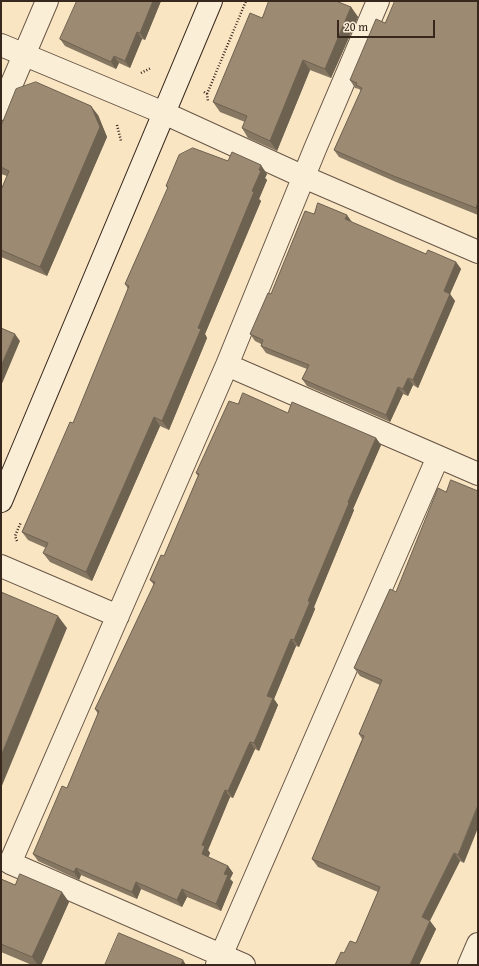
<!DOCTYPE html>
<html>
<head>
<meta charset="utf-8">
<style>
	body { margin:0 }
	#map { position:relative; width:479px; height:966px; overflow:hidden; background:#f9e5c2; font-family:"Gentium Book Plus",serif }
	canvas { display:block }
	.frame { position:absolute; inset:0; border:2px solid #37271d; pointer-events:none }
	.scale { position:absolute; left:337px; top:20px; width:98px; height:18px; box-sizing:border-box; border:2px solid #37271d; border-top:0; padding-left:5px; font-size:12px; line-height:14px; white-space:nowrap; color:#37271d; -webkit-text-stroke:3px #fbeed7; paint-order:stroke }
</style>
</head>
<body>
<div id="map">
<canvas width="479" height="966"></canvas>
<div class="frame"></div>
<div class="scale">20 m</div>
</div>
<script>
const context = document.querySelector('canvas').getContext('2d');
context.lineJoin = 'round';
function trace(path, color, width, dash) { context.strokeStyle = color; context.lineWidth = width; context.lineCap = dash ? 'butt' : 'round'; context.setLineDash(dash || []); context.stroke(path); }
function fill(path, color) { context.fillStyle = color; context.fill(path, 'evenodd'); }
const street = new Path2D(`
	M1 45 164 113 304 177 478 252
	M1 109 47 1
	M227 365 478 474
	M1 566 118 616
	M217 965 438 457
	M244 965 10 863 227 365 315 149 378 1
	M469 965 478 944`);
const secondary = new Path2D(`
	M1 501 211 1`);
trace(street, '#685646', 24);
trace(secondary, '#37271d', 24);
trace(new Path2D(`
	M141 73 151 68
	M204 92 207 94 208 101
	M207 94 246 1
	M117 125 121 141
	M17 541 15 536 21 522`), '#37271d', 2.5, [1, 2]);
trace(street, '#fbeed7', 22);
trace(secondary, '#fbeed7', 22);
fill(new Path2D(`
	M77 1H161L145 40 142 39 130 68 119 63 116 69 65 46 60 39Z
	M478 1V215L396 182 339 157 334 150 361 91 359 89 355 88 350 80 385 23Z
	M351 7 358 17 331 78 310 70 277 151 248 138 242 128 245 122 220 112 213 102 262 18Z
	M98 115 107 137 47 276 1 257V190L7 176 1 174V126Z
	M267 174 265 178 267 180 259 199 261 201 205 334 207 338 169 430 160 426 92 581 50 562 43 553 46 548 28 540 22 532 73 423 128 289 125 284 168 189 166 186Z
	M314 214 426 254 456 262 461 269 450 294 455 301 418 388 413 385 408 396 403 394 390 422 307 386 302 379 307 369 266 353 261 346V344L255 341 250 334Z
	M238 404 288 413 376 438 381 445 353 509 354 510 314 607 315 609 299 647 296 646 274 699 278 705 259 751 255 749 233 798 230 797 208 850 210 853 208 857 228 866 233 873 230 879 233 882 221 911 187 897 182 907 141 889 137 899 81 875 79 880 38 861 33 854 67 788 98 714 95 709 154 585 150 580 164 556 198 476 196 473Z
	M390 589 464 863 460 861 430 921 436 929 419 965H335L344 953 356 943 378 892 318 867 312 859 362 739 359 734 380 685 360 676 354 668Z
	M1 879 15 885 69 902 41 965H32L1 952Z`), '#867763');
fill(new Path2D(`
	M153 1H161L145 40 140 33Z
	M351 7 358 17 331 78 325 69Z
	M137 32 142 39 130 68 125 61Z
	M114 56 119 63 116 69 111 62Z
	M303 60 310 70 277 151 270 141Z
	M91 106 98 115 107 137 47 276 40 267Z
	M261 165 267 174 265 178 267 180 259 199 261 201 205 334 207 338 169 430 162 421 198 328 252 191Z
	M478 202V212L476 208Z
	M347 215 352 222 345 219Z
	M456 262 461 269 450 294 455 301 418 388 413 380 444 291Z
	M15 334 20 341 1 386V366Z
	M408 378 413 385 408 396 403 389Z
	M398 387 403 394 390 422 386 415Z
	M154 417 160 426 92 581 86 572Z
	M376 438 381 445 353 509 354 510 314 607 315 609 299 647 294 640 308 601 348 502Z
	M58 616 67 628 1 788V756Z
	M291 639 296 646 274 699 278 705 259 751 254 743 267 696Z
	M250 742 255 749 233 798 228 791Z
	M225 790 230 797 208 850 210 853 207 861 202 854V845Z
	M478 805V828L464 863 458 855Z
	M454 853 460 861 427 926 422 917Z
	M228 866 233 873 230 879 233 882 221 911 216 904 224 874Z
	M76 868 81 875 79 880 74 872Z
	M136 882 141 889 137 899 132 892Z
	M182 889 187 897 182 907 177 900Z
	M62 892 69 902 41 965H38L32 957Z
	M430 921 436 929 419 965H410Z
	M183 960 186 965H181Z`), '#6d6150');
const building = new Path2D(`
	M77 1H153L140 33 137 32 125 61 114 56 111 62 60 39Z
	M269 1H336L351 7 325 69 303 60 270 141 242 128 247 116 213 102 250 13 262 18Z
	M395 1H478V202L476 208 391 175 334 150 362 88 356 85 357 83 350 80 376 19 385 23Z
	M36 82 91 106 100 127 40 267 1 250V190L9 171 1 167V126L16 89Z
	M193 148 228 161 232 152 261 165 259 170 261 171 252 191 254 192 198 328 201 329 162 421 154 417 86 572 43 553 48 543 22 532 70 422 73 423 129 286 125 284 168 187 166 186 179 155Z
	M318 203 347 215 345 219 426 254 428 250 456 262 444 291 450 294 413 380 408 378 403 389 398 387 386 415 302 379 309 365 261 346 263 340 250 334 268 293 271 294 305 211 314 214Z
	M1 328 15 334 1 366Z
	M243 393 288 413 292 402 376 438 348 502 349 503 308 601 310 602 294 640 291 639 267 696 273 698 254 743 250 742 228 791 225 790 202 845 205 846 202 854 228 866 224 874 228 875 216 904 182 889 177 900 136 882 132 892 76 868 74 872 33 854 62 786 67 788 99 711 95 709 155 582 150 580 161 555 164 556 199 474 196 473 229 401 238 404Z
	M451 480 478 491V805L458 855 454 853 422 917 430 921 410 965H335L341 952 344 953 350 941 356 943 380 887 312 859 364 736 359 734 382 680 354 668 390 589 396 592 438 488 446 492Z
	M1 592 58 616 1 756Z
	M20 874 62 892 32 957 1 944V879L15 885Z
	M119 933 183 960 181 965H105Z`);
fill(building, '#9c8a73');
trace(building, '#6d6150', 1);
</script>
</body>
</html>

________________________________________

● Try it:
The copy should run from the first line of the material above through the line with "M98 115 107", repeated exactly and without pictures.

● Result for this exercise:
<!DOCTYPE html>
<html>
<head>
<meta charset="utf-8">
<style>
	body { margin:0 }
	#map { position:relative; width:479px; height:966px; overflow:hidden; background:#f9e5c2; font-family:"Gentium Book Plus",serif }
	canvas { display:block }
	.frame { position:absolute; inset:0; border:2px solid #37271d; pointer-events:none }
	.scale { position:absolute; left:337px; top:20px; width:98px; height:18px; box-sizing:border-box; border:2px solid #37271d; border-top:0; padding-left:5px; font-size:12px; line-height:14px; white-space:nowrap; color:#37271d; -webkit-text-stroke:3px #fbeed7; paint-order:stroke }
</style>
</head>
<body>
<div id="map">
<canvas width="479" height="966"></canvas>
<div class="frame"></div>
<div class="scale">20 m</div>
</div>
<script>
const context = document.querySelector('canvas').getContext('2d');
context.lineJoin = 'round';
function trace(path, color, width, dash) { context.strokeStyle = color; context.lineWidth = width; context.lineCap = dash ? 'butt' : 'round'; context.setLineDash(dash || []); context.stroke(path); }
function fill(path, color) { context.fillStyle = color; context.fill(path, 'evenodd'); }
const street = new Path2D(`
	M1 45 164 113 304 177 478 252
	M1 109 47 1
	M227 365 478 474
	M1 566 118 616
	M217 965 438 457
	M244 965 10 863 227 365 315 149 378 1
	M469 965 478 944`);
const secondary = new Path2D(`
	M1 501 211 1`);
trace(street, '#685646', 24);
trace(secondary, '#37271d', 24);
trace(new Path2D(`
	M141 73 151 68
	M204 92 207 94 208 101
	M207 94 246 1
	M117 125 121 141
	M17 541 15 536 21 522`), '#37271d', 2.5, [1, 2]);
trace(street, '#fbeed7', 22);
trace(secondary, '#fbeed7', 22);
fill(new Path2D(`
	M77 1H161L145 40 142 39 130 68 119 63 116 69 65 46 60 39Z
	M478 1V215L396 182 339 157 334 150 361 91 359 89 355 88 350 80 385 23Z
	M351 7 358 17 331 78 310 70 277 151 248 138 242 128 245 122 220 112 213 102 262 18Z
	M98 115 107 137 47 276 1 257V190L7 176 1 174V126Z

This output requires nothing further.